● RAW DATA:
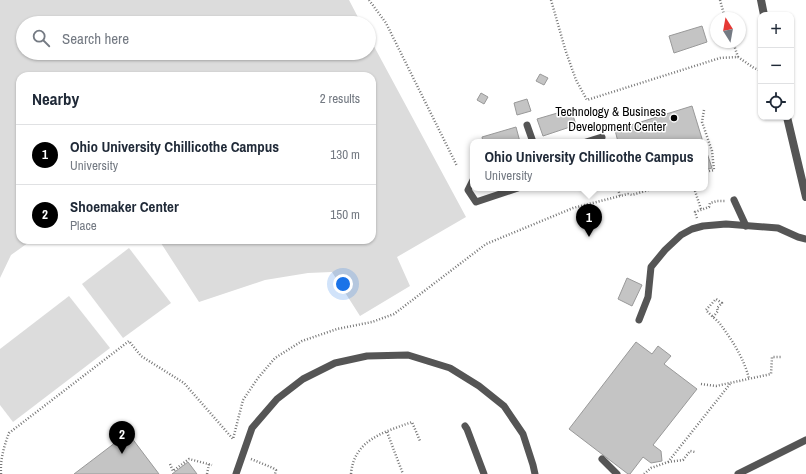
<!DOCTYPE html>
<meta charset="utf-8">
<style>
:root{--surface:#fff;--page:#f6f6f7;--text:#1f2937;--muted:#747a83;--line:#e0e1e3;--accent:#000}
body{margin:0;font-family:"Archivo Narrow",sans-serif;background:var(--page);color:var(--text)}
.controls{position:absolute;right:12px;top:12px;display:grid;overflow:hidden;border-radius:8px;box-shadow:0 1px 3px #0004}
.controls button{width:36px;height:36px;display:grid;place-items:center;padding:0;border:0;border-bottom:1px solid var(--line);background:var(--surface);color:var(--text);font:20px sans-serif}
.compass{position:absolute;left:710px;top:12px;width:36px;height:36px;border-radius:50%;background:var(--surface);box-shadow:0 1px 3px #0004;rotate:349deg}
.you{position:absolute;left:343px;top:284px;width:14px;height:14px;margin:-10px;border:3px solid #fff;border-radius:50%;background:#1a73e8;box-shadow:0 0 0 6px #1a73e833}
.badge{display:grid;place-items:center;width:26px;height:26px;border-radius:50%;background:var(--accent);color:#fff;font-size:13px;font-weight:700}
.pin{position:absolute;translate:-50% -33px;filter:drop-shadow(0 1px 2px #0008)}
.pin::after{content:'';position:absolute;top:21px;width:14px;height:12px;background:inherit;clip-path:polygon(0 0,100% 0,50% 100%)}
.popup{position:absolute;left:470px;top:139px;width:238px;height:52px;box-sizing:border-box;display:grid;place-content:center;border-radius:8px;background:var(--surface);filter:drop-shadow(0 1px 3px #0005);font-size:13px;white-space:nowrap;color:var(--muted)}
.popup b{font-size:15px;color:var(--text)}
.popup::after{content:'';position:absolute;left:50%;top:100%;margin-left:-8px;border:8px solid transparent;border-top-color:var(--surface)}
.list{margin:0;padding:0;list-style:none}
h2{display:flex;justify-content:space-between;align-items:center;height:52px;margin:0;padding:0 16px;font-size:17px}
h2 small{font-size:13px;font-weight:400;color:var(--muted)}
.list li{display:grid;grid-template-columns:26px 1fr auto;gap:12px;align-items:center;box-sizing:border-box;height:60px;padding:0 16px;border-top:1px solid var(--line)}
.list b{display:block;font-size:15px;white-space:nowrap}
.list p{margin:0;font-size:13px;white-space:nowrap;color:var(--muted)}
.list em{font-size:13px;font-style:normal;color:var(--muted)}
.icon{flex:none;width:22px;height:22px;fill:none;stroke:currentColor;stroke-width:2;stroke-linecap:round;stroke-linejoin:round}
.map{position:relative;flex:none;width:806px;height:474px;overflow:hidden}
.search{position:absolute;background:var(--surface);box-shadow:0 1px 3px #0004;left:16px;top:16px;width:360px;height:44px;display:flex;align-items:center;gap:10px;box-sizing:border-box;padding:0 14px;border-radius:22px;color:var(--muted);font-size:15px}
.panel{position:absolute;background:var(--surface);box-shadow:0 1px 3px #0004;left:16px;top:72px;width:360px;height:172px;border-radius:12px}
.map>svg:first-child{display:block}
</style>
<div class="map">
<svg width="806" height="474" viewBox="0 0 806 474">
<rect width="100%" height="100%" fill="#fff"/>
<!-- green -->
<g fill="#dcdcdc">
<polygon points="0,0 349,0 361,23 23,23 23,53 369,53 369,37 466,217 397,257 410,286 360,316 332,272 308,273 265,280 199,302 159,240 372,240 372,76 20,76 20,240 32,240 11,255 0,278"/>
<polygon points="129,248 171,303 123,338 82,284"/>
<polygon points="69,296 110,348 13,422 0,405 0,349"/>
</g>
<!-- building -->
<g fill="#c4c4c4" stroke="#999">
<polygon points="702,26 707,42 674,53 669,36"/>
<polygon points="540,74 548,78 544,85 536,81"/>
<polygon points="481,93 488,97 484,104 477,100"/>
<polygon points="527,99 531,111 517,115 514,103"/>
<polygon points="692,106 703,142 618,142 615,130"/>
<polygon points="571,109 576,125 543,136 537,119"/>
<polygon points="516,127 520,142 483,142 482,137"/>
<polygon points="705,147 712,168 705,170"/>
<polygon points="627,278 642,285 632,306 618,299"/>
<polygon points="636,342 652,354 658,346 671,356 664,364 697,389 653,445 661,451 662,461 651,463 643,457 630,474 628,474 569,429"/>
<polygon points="128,433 159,474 74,474"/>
<polygon points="188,462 197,474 172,474"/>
</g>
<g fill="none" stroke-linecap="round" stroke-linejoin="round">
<!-- path -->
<g stroke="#777" stroke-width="2.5" stroke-dasharray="1 2" stroke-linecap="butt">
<polyline points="369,0 386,23 457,166"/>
<polyline points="551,0 566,52 576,80 587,100 720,58 738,57 754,68 761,71"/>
<polyline points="720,0 725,18"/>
<polyline points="733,42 738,57"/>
<polyline points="704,110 702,122 712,151 714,170 705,172"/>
<polyline points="694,188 701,209"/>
<polyline points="618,189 620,196"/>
<polyline points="697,218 695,212 709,207 710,203 717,201 725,201"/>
<path d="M713 317 718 311 717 308 722 303 716 299 706 310C711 316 719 321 723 328 734 343 745 361 749 379"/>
<polyline points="701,384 716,386 771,374 772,357 782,357"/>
<polyline points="387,432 403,474"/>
<polyline points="251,459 273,468 276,470 275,474"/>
<polyline points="668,462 683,460 690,451 695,452"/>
<polyline points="170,464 173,471 189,459 212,465"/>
<path d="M1 474C0 460 4 446 9 433L129 341 141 356 184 383 233 439 243 400 258 378 275 358 302 341 337 329 372 322 394 314 486 244 573 208 628 194 632 195 655 188"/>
<polyline points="207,474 209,464"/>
<path d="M351 474C354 439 385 432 412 422L420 441"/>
<polyline points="644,474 651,468 668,462 730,384"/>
</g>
<!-- lane -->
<g stroke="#555" stroke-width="7">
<polyline points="527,125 533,142"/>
<polyline points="586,142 602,137"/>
<polyline points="473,180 468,190 476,202 518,188"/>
<polyline points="734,200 746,226"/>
<polyline points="639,320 648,297 651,267 665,250 681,235 692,229 703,226 726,224 778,228 798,237 806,239"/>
<polyline points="465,426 467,429 484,474"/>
<polyline points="602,459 617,474"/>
<polyline points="236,474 252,428 277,399 303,379 335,363 367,356 408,355 450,368 479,386 504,406 523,434 533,465 535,474"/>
<polyline points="738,474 806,440"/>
</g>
<!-- street -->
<g stroke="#555" stroke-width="8">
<polyline points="761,0 764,15"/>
<polyline points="787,117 806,197"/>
</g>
</g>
<!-- markers -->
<circle fill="#000" stroke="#fff" stroke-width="1.5" cx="674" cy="118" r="4"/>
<g text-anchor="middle" stroke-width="3" stroke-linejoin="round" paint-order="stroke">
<!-- poi labels -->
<g font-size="13" fill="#000" stroke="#fff" text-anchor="end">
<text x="666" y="116">Technology &amp; Business<tspan x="666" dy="15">Development Center</tspan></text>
</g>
</g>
</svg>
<div class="controls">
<button>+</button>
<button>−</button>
<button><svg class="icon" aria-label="locate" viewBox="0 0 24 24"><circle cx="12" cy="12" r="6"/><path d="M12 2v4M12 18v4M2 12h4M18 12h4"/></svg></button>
</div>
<svg class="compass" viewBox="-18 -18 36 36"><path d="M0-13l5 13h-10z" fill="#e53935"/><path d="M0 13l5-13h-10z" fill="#747a83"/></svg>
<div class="you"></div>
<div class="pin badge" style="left:589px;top:237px">1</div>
<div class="popup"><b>Ohio University Chillicothe Campus</b>University</div>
<div class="pin badge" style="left:122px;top:454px">2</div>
<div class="search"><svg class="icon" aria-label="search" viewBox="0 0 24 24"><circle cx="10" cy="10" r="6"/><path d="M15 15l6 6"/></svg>Search here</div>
<section class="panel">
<h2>Nearby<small>2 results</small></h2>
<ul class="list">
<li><span class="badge">1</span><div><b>Ohio University Chillicothe Campus</b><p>University</p></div><em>130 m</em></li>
<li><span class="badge">2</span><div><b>Shoemaker Center</b><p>Place</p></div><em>150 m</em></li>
</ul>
</section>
</div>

● TRY IT: Each line above that carries the string "drop" has to be returned.

● SOLUTION:
.pin{position:absolute;translate:-50% -33px;filter:drop-shadow(0 1px 2px #0008)}
.popup{position:absolute;left:470px;top:139px;width:238px;height:52px;box-sizing:border-box;display:grid;place-content:center;border-radius:8px;background:var(--surface);filter:drop-shadow(0 1px 3px #0005);font-size:13px;white-space:nowrap;color:var(--muted)}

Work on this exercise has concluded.